0 / 0
Watson Machine Learning plans and compute usage

Watson Machine Learning plans and compute usage

You use Watson Machine Learning resources, which are measured in capacity unit hours (CUH), when you train AutoAI models, run machine learning models, or score deployed models. You use Watson Machine Learning resources, measured in resource units (RU), when you run inferencing services with foundation models. This topic describes the various plans you can choose, what services are included, and how computing resources are calculated.

Watson Machine Learning in Cloud Pak for Data as a Service and watsonx

Important:

The Watson Machine Learning plan includes details for watsonx.ai. Watsonx.ai is a studio of integrated tools for working with generative AI, powered by foundation models, and machine learning models. If you are using Cloud Pak for Data as a Service, then the details for working with foundation models and metering prompt inferencing using Resource Units do not apply to your plan.

If you are enabled for both watsonx and Cloud Pak for Data as a Service, you can switch between the two platforms.

Choosing a Watson Machine Learning plan

View a comparison of plans and consider the details to choose a plan that fits your needs.

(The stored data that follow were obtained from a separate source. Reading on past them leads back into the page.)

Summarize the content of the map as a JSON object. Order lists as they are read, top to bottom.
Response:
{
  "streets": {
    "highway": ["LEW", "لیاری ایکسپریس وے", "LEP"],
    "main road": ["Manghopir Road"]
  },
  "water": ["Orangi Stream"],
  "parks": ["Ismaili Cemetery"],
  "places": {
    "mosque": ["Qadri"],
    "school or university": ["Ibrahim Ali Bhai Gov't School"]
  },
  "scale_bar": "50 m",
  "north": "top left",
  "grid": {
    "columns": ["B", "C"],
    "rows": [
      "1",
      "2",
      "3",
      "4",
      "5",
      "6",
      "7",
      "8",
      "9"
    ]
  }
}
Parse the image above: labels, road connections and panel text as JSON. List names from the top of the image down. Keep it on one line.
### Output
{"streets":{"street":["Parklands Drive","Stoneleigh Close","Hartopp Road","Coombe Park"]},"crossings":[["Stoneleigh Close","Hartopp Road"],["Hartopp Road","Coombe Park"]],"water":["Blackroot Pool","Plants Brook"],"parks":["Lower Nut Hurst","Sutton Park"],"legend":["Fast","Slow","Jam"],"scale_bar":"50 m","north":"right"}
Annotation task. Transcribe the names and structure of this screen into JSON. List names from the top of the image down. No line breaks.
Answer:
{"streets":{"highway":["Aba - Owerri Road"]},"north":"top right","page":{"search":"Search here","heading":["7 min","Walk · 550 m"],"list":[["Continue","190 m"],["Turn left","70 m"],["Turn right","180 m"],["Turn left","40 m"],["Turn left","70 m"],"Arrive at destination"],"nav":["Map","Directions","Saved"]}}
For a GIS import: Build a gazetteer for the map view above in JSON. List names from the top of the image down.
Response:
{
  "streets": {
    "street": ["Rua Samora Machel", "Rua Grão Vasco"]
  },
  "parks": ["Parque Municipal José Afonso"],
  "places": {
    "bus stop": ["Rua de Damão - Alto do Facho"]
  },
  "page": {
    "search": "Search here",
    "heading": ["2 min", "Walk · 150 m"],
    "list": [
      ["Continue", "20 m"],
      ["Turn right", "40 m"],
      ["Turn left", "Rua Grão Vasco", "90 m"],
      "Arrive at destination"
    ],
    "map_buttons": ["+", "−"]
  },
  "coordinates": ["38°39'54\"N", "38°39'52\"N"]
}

Watson Machine Learning plans

Watson Machine Learning plans govern how you are billed for models you train and deploy with Watson Machine Learning and for prompts you use with foundation models. Choose a plan based on your needs:

  • Lite is a free plan with limited capacity. Choose this plan if you are evaluating Watson Machine Learning and want to try out the capabilities. The Lite plan does not support running a foundation model tuning experiment on watsonx.
  • Essentials is a pay-as-you-go plan that gives you the flexibility to build, deploy, and manage models to match your needs.
  • Standard is a high-capacity enterprise plan that is designed to support all of an organization's machine learning needs. Capacity unit hours are provided at a flat rate, while resource unit consumption is pay-as-you-go.

For plan details and pricing, see IBM Cloud Machine Learning.

Capacity Unit Hours (CUH), tokens, and Resource Units (RU)

For metering and billing purposes, machine learning models and deployments or foundation models are measured with these units:

  • Capacity Unit Hours (CUH) measure compute resource consumption per unit hour for usage and billing purposes. CUH measures all Watson Machine Learning activity except for Foundation Model inferencing.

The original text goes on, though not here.